Data storage and data storage formats differ, which has implications of the speed of your queries.

In row-based storage, as seen in “traditional” relational database systems like PostgreSQL or MySQL, data is stored in rows. Imagine a library catalog card: each card (row) contains all the information (columns) about a single book. This approach is highly efficient if we are often interested in the entirety of the record, like retrieving all the details of a customer’s profile. However, calculating the average balance from a column in a table with millions of rows means the database has to scan each row, which can be resource-intensive and slow.

Column-based storage, as seen in databases like Hive and Presto, flips this model.

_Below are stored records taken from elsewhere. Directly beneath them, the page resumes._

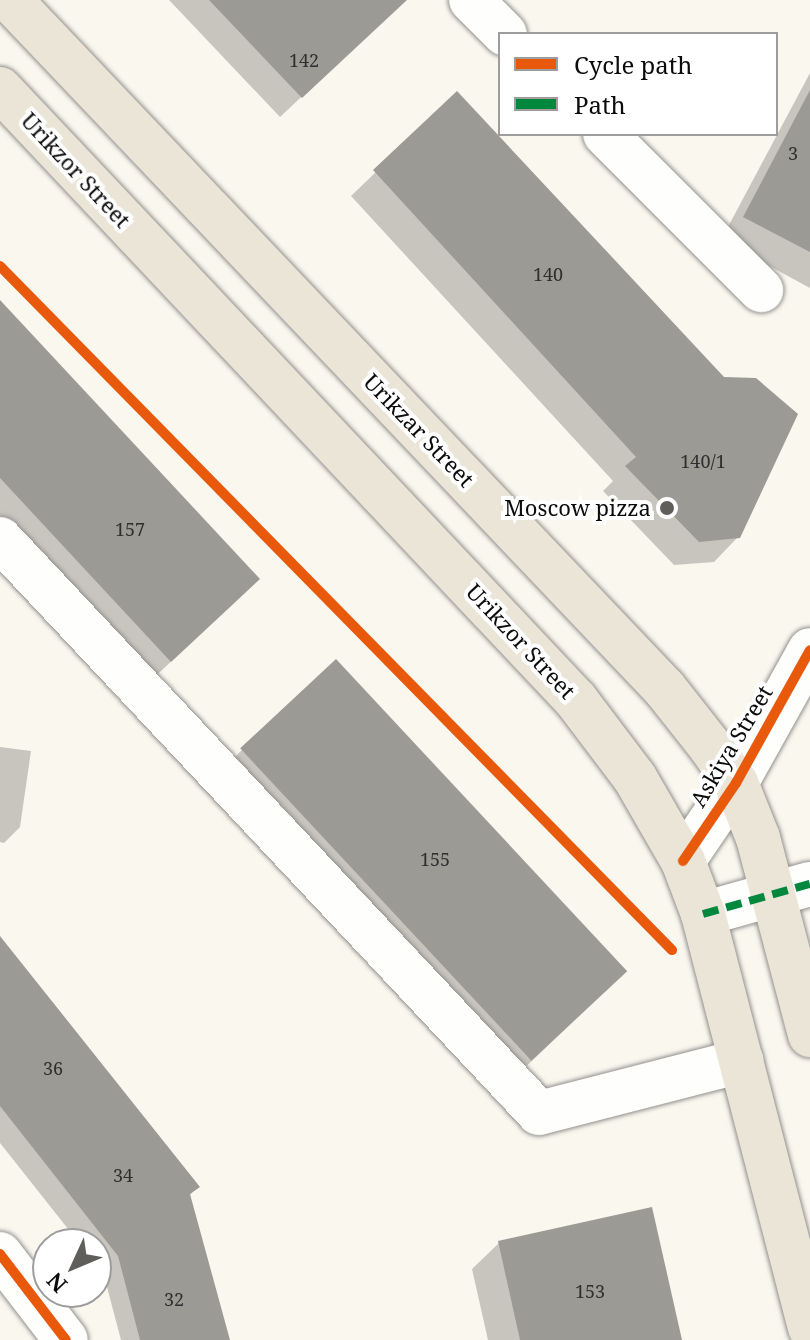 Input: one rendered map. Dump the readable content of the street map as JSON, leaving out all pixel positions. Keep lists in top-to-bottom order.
{
  "streets": {
    "main road": ["Urikzor Street", "Urikzar Street"],
    "street": ["Askiya Street"]
  },
  "crossings": [
    ["Urikzor Street", "Askiya Street"],
    ["Urikzar Street", "Askiya Street"]
  ],
  "places": ["Moscow pizza"],
  "house_numbers": [
    "142",
    "3",
    "140",
    "140/1",
    "157",
    "155",
    "36",
    "34",
    "153",
    "32"
  ],
  "legend": ["Cycle path", "Path"],
  "north": "bottom left"
} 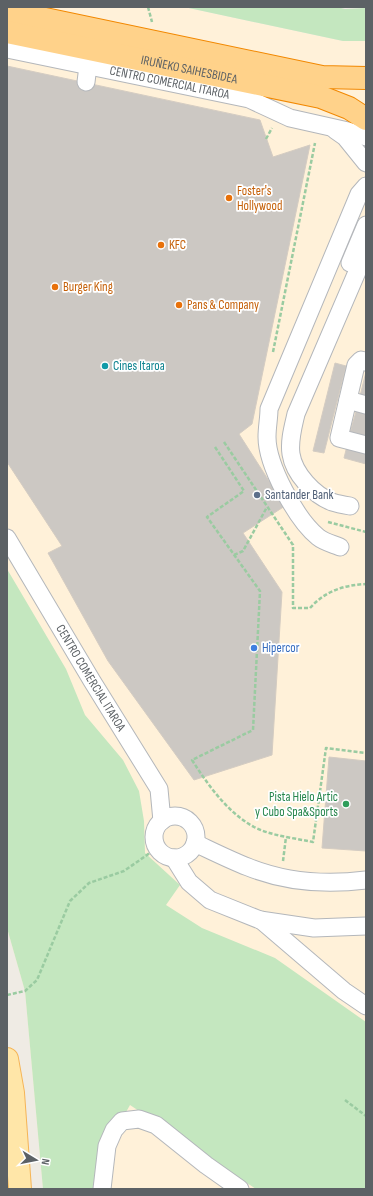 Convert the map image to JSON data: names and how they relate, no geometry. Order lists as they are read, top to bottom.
{
  "streets": {
    "highway": ["IRUÑEKO SAIHESBIDEA"],
    "street": ["CENTRO COMERCIAL ITAROA"]
  },
  "places": [
    "Foster's Hollywood",
    "KFC",
    "Burger King",
    "Pans & Company",
    "Cines Itaroa",
    "Santander Bank",
    "Hipercor",
    "Pista Hielo Artic y Cubo Spa&Sports"
  ],
  "north": "right"
}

Instead of storing data row by row, data is stored column by column. It’s like rearranging the library catalog to have a separate card for each type of information— one for titles, one for authors, and so on. Column based storage excels in analytical processing where queries often aggregate values from specific columns, like calculating averages or sums. Since the data in each column is of the same type, it allows for better compression, and the database can fetch the data more efficiently, improving query performance.

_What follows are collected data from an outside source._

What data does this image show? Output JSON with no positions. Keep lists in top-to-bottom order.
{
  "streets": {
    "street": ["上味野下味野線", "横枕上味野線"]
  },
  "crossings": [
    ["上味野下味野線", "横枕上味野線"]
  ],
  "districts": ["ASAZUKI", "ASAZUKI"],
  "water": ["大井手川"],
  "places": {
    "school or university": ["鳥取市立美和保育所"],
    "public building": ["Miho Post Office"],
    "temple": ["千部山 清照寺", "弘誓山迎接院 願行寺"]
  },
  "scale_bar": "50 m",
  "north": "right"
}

Understand how your query will be executed with EXPLAIN

The different databases use different query engines. The EXPLAIN statement is a powerful tool that you can use to gain insights into how a particular SQL query is executed by the database engine. Just prefix your SQL query with the EXPLAIN keyword and the database returns a query execution plan. This plan doesn’t execute the query, but instead provides a detailed roadmap of how the database intends to retrieve or modify the data, offering a glimpse into the internal strategies and operations used by the database optimizer. It can help you understand, which subqueries you should unnest or if you should update your index.

Types

Understanding the data types available in each database is essential for effective data storage and retrieval. For instance, using the appropriate numeric types can optimize storage, and leveraging specialized types like JSON can enhance the handling of complex data structures.

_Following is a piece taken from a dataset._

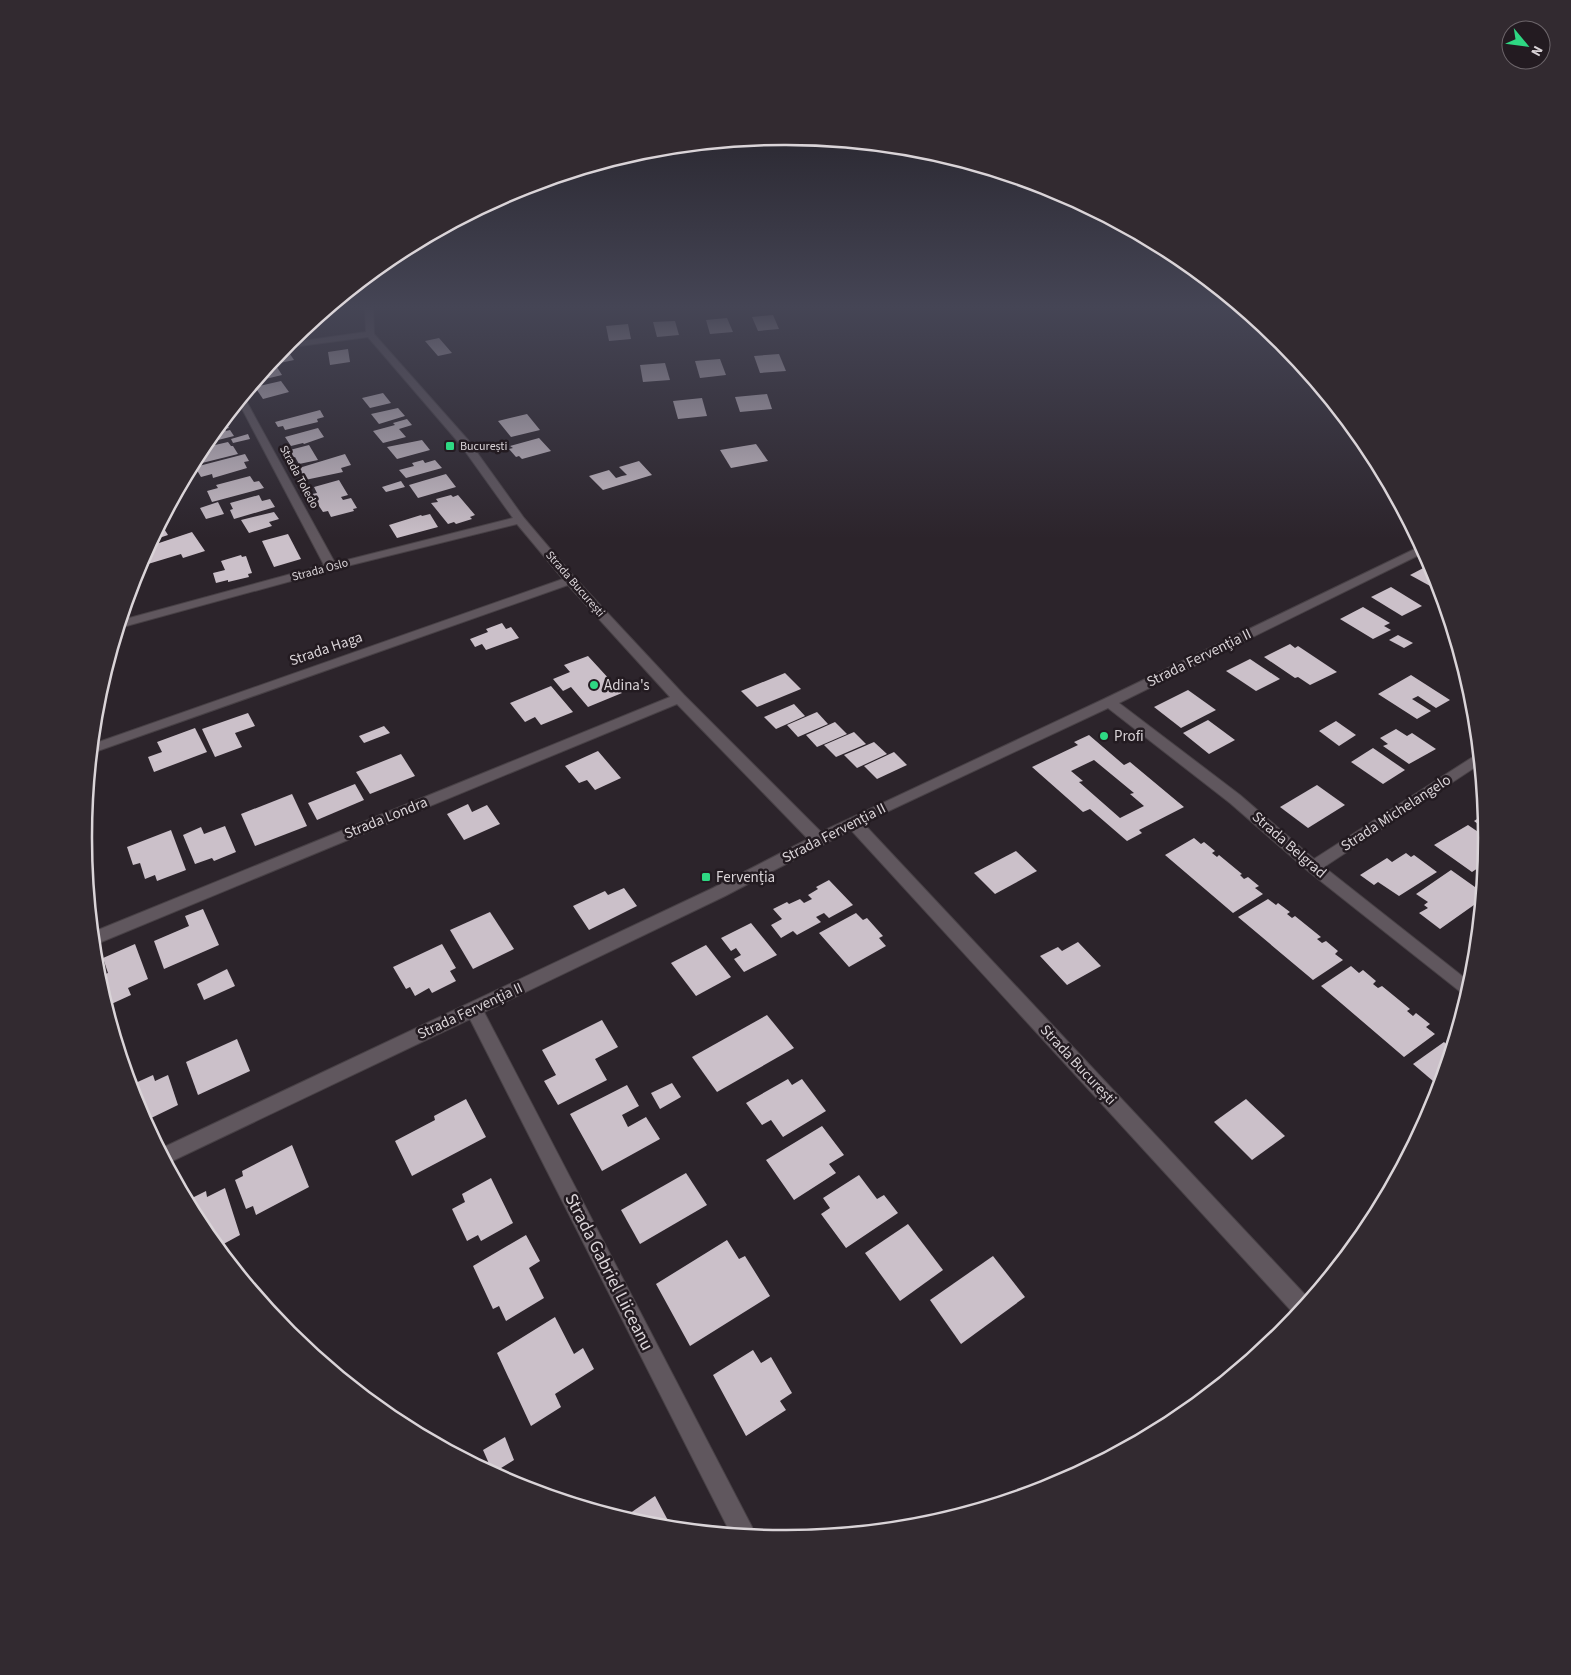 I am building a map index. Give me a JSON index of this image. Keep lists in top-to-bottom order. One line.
{"streets":{"street":["Strada Toledo","Strada Oslo","Strada București","Strada Haga","Strada Fervenția II","Strada Michelangelo","Strada Londra","Strada Belgrad","Strada Gabriel Liiceanu"]},"crossings":[["Strada Toledo","Strada Oslo"],["Strada Oslo","Strada București"],["Strada București","Strada Haga"],["Strada București","Strada Fervenția II"],["Strada București","Strada Londra"],["Strada Fervenția II","Strada Belgrad"],["Strada Fervenția II","Strada Gabriel Liiceanu"],["Strada Michelangelo","Strada Belgrad"]],"places":{"transit":["București","Fervenția"],"other":["Adina's","Profi"]},"north":"bottom right"}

Here is a brief overview (please doublecheck the current docs!)

Data Type Categories PostgreSQL MySQL SQLite Hive Presto
Numeric INTEGER, NUMERIC, FLOAT8, SERIAL INT, FLOAT, DECIMAL, TINYINT INTEGER, REAL INT, FLOAT, DOUBLE INTEGER, DOUBLE, REAL
Character Strings VARCHAR, TEXT, CHAR VARCHAR, TEXT, CHAR TEXT STRING VARCHAR, CHAR
Binary Data BYTEA BLOB, BINARY BLOB BINARY VARBINARY
Date and Time TIMESTAMP, DATE, INTERVAL DATETIME, DATE, TIMESTAMP DATETIME, DATE TIMESTAMP, DATE TIMESTAMP, DATE
Boolean BOOLEAN BOOLEAN, TINYINT INTEGER (0 or 1) BOOLEAN BOOLEAN
JSON JSON, JSONB JSON TEXT (JSON as string) STRING (JSON as string) JSON
UUID UUID CHAR(36) TEXT STRING VARCHAR
Arrays and Composite ARRAY, Composite Types - - ARRAY, MAP, STRUCT ARRAY, MAP, ROW
Specialized ENUM, CIDR, INET SET, ENUM - UNIONTYPE IPADDRESS, HYPERLOGLOG, QDIGEST

Working with date fields is always painfully different. Here is a quick overview on how to do basic date operations.

Operation Hive Postgres MySQL SQLite Presto
Current Date CURRENT_DATE CURRENT_DATE CURDATE() date('now') CURRENT_DATE
Date Addition (Add 1 day to current date) date_add(CURRENT_DATE, 1) CURRENT_DATE + INTERVAL '1 day' DATE_ADD(CURDATE(), INTERVAL 1 DAY) date('now','+1 day') date_add('day', 1, CURRENT_DATE)
Extract Year year(CURRENT_DATE) EXTRACT(YEAR FROM CURRENT_DATE) YEAR(CURDATE()) strftime('%Y', 'now') EXTRACT(year FROM CURRENT_DATE)

Pitfalls

The Pitfalls of Type Casting: Where It Goes Wrong…

Be careful when casting types! Casting to types that don’t exist, will notifify you with an error. E.g. when trying to cast to a Boolean in SQLite.

SELECT CAST(1 AS BOOLEAN);

However if the type exists, but it is not clear how to cast it, the behavior may differ. So what happens if you try to cast the String abc to Integer?

SELECT CAST('abc' AS INT)

Postgres and Hive will return Null, Postgres will give you a 0 and MySQL and SQLite will throw an error.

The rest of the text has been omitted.